Cronation Street star Lisa George has shared her fears after doctors diagnosed her with a genetic eye condition that could see her go blind.
Lisa, who plays Beth Tinker in the ITV soap, started to develop problems in 2016 when a gardening “incident” saw her lose the sight in her right eye.
As a result of being hit in the eye by a piece of rope, doctors told Lisa that she’d lost part of the sight at the bottom of her right eye. They then added that, unfortunately, it would never come back.
Coronation Street star Lisa George on ‘frightening’ eye condition
Lisa told the Daily Mail: “Corrie were great. They printed my scripts in a bigger font to make it easier but I just wasn’t getting any explanation as to what had happened. I had scans, dye put into my eyeball, but the doctors were split as to whether it was the trauma from the rope or something else that had caused the haemorrhage at the back of my eye.”
The actress spent the next six years visiting various eye hospitals. In the summer of 2022, things worsened when Lisa suffered a second incident – this time in her left eye.

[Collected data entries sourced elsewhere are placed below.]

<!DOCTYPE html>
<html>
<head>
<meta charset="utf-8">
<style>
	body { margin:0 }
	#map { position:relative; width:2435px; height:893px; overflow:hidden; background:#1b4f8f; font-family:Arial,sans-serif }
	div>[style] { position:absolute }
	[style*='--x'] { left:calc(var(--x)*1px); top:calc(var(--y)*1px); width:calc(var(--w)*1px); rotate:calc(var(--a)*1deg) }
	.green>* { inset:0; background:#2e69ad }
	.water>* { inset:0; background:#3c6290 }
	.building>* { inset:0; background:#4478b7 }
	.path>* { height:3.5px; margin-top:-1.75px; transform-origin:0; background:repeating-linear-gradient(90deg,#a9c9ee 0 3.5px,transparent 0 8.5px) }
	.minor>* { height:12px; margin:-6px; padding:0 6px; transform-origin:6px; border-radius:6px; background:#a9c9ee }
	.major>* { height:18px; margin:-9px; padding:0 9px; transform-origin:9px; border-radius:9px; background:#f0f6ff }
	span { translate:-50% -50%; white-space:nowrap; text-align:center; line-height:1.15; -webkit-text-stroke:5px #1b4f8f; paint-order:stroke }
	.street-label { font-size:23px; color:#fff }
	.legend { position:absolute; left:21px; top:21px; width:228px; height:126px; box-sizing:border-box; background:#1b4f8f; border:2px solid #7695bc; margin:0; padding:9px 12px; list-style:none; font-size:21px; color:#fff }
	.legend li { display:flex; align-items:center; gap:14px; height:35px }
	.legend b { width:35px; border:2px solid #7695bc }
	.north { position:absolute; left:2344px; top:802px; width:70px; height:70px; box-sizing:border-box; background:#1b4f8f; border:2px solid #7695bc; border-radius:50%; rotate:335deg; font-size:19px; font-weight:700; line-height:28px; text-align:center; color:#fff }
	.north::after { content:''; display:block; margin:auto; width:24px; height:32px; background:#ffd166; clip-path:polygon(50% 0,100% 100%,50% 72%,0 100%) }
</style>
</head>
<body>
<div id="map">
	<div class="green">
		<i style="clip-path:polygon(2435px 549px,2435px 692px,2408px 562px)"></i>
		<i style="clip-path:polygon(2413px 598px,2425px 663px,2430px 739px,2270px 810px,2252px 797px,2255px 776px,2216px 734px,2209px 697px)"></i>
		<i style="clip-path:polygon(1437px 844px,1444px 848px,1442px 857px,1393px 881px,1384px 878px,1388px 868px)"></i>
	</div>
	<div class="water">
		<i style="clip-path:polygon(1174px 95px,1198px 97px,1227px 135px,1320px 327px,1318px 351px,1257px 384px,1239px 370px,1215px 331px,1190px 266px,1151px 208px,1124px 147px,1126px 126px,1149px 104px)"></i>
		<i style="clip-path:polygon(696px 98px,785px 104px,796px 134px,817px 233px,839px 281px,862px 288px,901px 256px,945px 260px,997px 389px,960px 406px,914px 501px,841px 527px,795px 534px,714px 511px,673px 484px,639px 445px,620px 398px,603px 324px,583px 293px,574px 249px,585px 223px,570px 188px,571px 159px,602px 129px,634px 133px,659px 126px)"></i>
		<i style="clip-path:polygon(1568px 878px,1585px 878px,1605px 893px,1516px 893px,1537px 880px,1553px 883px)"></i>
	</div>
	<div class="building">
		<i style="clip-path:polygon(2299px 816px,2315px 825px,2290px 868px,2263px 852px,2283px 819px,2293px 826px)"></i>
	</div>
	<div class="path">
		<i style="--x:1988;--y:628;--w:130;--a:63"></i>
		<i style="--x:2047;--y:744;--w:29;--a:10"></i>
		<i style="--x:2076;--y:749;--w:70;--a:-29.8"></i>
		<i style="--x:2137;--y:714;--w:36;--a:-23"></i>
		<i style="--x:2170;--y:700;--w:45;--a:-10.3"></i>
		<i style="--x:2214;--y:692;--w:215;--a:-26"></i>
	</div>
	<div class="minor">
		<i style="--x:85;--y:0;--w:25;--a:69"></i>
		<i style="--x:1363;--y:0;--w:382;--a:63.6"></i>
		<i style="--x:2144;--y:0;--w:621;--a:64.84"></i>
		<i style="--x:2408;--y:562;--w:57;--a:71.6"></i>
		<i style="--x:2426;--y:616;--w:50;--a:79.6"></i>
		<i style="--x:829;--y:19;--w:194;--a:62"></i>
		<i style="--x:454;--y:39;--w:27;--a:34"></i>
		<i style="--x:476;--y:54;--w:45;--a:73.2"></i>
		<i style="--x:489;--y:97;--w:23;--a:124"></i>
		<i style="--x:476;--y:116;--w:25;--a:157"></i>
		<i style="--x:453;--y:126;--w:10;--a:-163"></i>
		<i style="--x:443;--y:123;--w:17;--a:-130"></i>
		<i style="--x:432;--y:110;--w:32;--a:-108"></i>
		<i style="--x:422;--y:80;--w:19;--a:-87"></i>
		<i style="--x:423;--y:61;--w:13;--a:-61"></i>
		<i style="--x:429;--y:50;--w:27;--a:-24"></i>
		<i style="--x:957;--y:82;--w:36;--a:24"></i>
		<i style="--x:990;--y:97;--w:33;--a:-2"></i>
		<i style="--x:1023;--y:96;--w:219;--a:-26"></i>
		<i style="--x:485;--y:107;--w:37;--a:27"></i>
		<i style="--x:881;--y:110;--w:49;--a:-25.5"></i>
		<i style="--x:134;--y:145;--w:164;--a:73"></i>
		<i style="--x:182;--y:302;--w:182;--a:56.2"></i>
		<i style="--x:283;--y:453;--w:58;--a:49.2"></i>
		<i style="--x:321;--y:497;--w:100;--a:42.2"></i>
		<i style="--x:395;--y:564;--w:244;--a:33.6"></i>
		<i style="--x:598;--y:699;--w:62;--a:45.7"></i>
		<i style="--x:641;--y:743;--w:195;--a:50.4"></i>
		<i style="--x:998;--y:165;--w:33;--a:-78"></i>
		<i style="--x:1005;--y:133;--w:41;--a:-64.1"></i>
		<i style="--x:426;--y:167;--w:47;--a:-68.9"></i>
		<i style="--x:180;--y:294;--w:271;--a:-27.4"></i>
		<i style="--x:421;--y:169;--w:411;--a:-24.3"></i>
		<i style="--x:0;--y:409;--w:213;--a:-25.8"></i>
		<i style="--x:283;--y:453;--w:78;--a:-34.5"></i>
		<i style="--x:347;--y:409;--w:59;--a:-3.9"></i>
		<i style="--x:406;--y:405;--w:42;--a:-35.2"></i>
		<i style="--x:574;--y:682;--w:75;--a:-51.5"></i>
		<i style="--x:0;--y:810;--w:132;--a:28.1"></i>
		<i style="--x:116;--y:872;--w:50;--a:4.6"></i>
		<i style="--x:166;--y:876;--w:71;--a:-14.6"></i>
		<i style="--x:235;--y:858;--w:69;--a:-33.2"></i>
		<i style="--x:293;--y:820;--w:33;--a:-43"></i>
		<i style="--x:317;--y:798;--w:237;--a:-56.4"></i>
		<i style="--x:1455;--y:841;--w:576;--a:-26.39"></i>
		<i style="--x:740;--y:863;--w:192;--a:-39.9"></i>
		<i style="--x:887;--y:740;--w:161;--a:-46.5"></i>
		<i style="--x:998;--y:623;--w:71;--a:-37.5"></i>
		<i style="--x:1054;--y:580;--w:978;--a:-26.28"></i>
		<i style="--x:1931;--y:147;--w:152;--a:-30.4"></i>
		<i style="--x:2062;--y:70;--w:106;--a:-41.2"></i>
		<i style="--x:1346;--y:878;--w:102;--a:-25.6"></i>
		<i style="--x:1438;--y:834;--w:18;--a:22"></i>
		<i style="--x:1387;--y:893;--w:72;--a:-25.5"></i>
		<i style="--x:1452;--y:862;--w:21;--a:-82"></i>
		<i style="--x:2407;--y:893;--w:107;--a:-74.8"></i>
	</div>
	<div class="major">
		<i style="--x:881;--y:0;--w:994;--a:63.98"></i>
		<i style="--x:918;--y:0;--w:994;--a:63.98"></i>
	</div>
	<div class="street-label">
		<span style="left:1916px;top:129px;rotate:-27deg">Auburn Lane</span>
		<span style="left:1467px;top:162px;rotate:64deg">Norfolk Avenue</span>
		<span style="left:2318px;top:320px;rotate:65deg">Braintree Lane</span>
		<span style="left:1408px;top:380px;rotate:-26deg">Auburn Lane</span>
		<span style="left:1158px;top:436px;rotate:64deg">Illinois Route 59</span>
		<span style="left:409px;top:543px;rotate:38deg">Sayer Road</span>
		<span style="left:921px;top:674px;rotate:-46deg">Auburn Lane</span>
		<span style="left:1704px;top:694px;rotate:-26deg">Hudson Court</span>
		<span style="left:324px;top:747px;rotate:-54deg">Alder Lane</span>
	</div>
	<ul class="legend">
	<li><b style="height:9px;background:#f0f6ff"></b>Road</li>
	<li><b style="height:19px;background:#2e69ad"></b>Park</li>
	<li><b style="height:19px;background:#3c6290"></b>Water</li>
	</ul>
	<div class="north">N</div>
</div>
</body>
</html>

She was driving home from co-star Katie McGlynn’s birthday party and “couldn’t tell whether the lorries in front of me were merging into one, it was very frightening”.
‘Worst experience of my life’
Lisa said she went to A&E the next day and stayed in hospital for a week. She said it was “one of the worst experiences of my life”.
“I had a CT scan on my head, two lumber punctures, and they wouldn’t let me take my medication for my diabetes which was making feel really poorly. No one seemed to have a clue what had happened. They just said: ‘You’ve got nerve clusters.’ After a week they sent me home and told me to take aspirin for the pain.”
She was eventually diagnosed with – NAION (non-arteritic anterior ischemic optic neuropathy). It causes sudden vision loss in one eye.
Impact on job at Coronation Street
And Lisa said that it has affected her job on Coronation Street. However, she said her soap bosses have been “brilliant”. They arranged transport for her when she couldn’t drive. Her scripts are also printed out in a larger font. Directors have also changed scenes to accommodate her vision problems.
She also said that she’s had problems during night shoots. Lisa admitted that she “struggled to see the edge of a pavement” during one shoot. And she’s tripped over leads and wires backstage, too.
Looking to the future, Lisa is worried about life after Corrie. She said that a visit to the theatre recently, where the stage plunged into darkness at the end as the actors exited, left her fearful she’ll never work in theatre again.
“I came out of there and I thought, I don’t think I’m ever going to be able to work on the stage again. There’s no way I’d be able to see if I had to come off the stage in the dark. The panic and fear set in and I got really upset. It really hit me real hard, how am I going to cope in the industry in the future?” she said.